“You have written about that before….”
When you have penned more than 500 blogs over the years it is not a hot news flash that you will cover ground you have plowed before.
Story tellers have a dreadful fear of telling someone a clever, funny story that they have told before. If you are a serial offender I have found that the first time you repeat the story brings a quick facial twitch followed by an enforced patience and a polite laugh. But after that, they cut you off with a quick, “You’ve told me that before.” When that happens, you feel like you are naked at a crowded cocktail party and you hope no one notices. It has happened to me more than … well, a lot.
One of the great story tellers was Ron Chapman, one of the most listened to radio personalities in the southwest over his long distinguished career at KLIF, KVIL and KLUV. He arrived on the air in Dallas in 1959 at KLIF where he became best known for his work with Jack Woods in an on-air partnership that became the first Charlie and Harrigan team in the U.S. Station owner Gordon McClendon knew he had a winner and suddenly Charlie and Harrigan, or Irving and Harrigan teams debuted in Houston, San Antonio and other cities where McClendon owned stations.
While he was terrific at KLIF, in the 1960s he took his game to a whole new level during his 32-year run at KVIL-FM where he dominated the morning drive time for most of his tenure there.
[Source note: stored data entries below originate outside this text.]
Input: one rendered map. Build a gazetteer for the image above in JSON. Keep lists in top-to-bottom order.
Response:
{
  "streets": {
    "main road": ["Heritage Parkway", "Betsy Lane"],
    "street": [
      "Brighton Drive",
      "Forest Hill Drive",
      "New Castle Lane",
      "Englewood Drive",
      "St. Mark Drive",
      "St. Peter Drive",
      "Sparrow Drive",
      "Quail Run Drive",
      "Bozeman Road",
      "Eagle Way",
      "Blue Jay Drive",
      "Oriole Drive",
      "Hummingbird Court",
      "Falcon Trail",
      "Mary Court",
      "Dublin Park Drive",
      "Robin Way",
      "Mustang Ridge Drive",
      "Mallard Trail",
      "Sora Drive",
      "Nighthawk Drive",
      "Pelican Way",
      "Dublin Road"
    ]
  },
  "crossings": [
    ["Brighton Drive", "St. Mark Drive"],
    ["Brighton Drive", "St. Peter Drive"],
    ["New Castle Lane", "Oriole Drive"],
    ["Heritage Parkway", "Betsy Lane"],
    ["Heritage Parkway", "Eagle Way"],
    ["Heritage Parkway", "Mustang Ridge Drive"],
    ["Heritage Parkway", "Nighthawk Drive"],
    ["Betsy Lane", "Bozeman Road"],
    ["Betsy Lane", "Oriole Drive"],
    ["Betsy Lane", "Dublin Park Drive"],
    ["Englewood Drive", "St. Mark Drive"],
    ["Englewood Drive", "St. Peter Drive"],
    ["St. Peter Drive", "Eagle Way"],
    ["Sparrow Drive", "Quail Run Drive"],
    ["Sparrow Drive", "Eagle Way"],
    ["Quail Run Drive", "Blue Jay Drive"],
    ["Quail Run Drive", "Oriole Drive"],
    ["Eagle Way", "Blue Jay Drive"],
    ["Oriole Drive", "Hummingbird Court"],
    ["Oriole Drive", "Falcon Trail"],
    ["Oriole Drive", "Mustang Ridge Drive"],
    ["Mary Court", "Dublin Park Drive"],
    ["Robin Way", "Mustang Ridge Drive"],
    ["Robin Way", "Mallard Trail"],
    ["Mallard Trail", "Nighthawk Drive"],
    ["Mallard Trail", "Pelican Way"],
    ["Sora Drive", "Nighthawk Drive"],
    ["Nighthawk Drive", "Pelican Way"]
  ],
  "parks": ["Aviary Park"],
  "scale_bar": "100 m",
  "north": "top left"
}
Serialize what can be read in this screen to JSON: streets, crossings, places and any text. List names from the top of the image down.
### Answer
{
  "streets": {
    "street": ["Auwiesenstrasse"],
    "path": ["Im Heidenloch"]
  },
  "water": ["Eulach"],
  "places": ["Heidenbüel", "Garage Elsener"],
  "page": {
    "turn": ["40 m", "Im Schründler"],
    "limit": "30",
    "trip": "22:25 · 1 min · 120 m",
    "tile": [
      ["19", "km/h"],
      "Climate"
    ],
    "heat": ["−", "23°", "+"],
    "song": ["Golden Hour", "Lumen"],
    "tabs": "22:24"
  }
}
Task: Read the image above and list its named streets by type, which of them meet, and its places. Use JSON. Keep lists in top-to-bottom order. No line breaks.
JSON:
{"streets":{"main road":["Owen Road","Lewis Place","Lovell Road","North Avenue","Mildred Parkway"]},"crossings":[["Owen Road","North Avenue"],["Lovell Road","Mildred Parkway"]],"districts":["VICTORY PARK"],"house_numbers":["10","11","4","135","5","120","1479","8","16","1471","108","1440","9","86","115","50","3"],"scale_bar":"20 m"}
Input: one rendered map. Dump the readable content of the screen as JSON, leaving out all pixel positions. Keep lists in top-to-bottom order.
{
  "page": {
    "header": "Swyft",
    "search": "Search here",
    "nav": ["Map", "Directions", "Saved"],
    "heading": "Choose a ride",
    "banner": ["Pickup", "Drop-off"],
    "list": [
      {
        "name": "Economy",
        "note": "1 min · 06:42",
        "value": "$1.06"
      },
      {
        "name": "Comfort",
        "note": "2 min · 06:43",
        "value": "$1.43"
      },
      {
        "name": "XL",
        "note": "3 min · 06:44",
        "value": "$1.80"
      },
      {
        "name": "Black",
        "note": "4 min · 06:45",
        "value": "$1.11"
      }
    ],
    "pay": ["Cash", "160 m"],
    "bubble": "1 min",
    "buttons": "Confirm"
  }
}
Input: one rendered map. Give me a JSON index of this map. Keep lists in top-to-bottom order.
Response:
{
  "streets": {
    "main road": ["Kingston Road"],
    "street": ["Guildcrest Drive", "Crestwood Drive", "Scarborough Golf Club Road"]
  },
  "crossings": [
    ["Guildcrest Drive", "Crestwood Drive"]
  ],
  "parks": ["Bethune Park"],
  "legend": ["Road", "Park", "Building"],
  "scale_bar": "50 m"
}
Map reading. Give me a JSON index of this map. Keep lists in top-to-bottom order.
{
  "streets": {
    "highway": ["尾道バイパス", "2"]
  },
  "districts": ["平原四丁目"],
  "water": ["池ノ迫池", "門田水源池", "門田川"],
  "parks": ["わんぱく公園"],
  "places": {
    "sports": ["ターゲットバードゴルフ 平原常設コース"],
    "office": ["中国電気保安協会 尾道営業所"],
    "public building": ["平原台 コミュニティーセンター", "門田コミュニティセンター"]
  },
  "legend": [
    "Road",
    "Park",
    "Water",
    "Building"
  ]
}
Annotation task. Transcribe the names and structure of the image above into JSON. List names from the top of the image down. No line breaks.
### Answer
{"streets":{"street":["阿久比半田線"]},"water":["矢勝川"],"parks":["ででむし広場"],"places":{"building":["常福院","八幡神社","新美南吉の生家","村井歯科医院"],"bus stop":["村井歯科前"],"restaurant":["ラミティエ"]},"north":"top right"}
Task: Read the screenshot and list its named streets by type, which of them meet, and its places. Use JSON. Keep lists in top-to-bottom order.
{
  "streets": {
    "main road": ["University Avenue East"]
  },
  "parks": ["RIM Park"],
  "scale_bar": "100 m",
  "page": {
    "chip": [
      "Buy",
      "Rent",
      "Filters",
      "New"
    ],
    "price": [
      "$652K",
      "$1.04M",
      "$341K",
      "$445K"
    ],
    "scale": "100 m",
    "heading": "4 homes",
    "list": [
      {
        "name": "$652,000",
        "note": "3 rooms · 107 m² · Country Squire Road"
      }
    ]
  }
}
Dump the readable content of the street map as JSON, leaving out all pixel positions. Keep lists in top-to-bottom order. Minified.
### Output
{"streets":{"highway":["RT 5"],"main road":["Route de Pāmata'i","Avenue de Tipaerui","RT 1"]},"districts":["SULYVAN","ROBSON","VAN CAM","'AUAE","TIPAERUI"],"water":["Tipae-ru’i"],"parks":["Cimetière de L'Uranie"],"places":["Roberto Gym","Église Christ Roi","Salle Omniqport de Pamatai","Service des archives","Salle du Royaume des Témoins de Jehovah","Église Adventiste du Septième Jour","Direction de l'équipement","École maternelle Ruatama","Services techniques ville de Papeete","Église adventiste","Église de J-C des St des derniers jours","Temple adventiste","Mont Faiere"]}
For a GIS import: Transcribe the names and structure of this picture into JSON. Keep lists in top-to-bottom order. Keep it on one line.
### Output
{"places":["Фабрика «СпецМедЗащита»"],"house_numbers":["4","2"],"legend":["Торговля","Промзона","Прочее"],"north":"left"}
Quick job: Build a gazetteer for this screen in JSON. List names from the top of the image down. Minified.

When he arrived at KVIL, the station’s ratings were an asterisk, which means most people not only didn’t listen but had no idea there was even a station called KVIL. His style, his ability to tell great little stories, and to connect with people in such a personal way became an approach that dozens of disc jockeys across the country tried to imitate. But there was only one Ron Chapman.
During my college years, he and KVIL were a staple in our dorms, apartments and in our cars. He was a big part of our daily routine. So great was his ability to communicate that he even filled in from time to time for Paul Harvey.
I still remember one of his stories that he shared with his devoted listeners. On the flight home, he went to the toilet. Inside he noticed that a coffee bag was attached to the back of the door. As he exited he asked the flight attendant in the galley why they hung a coffee bag inside the lavatory. To absorb the smells, she replied. Well, he told his audience, I sure hope they don’t reuse it to make coffee.
But alas, if you have ever had airline coffee… now you know the rest of the story.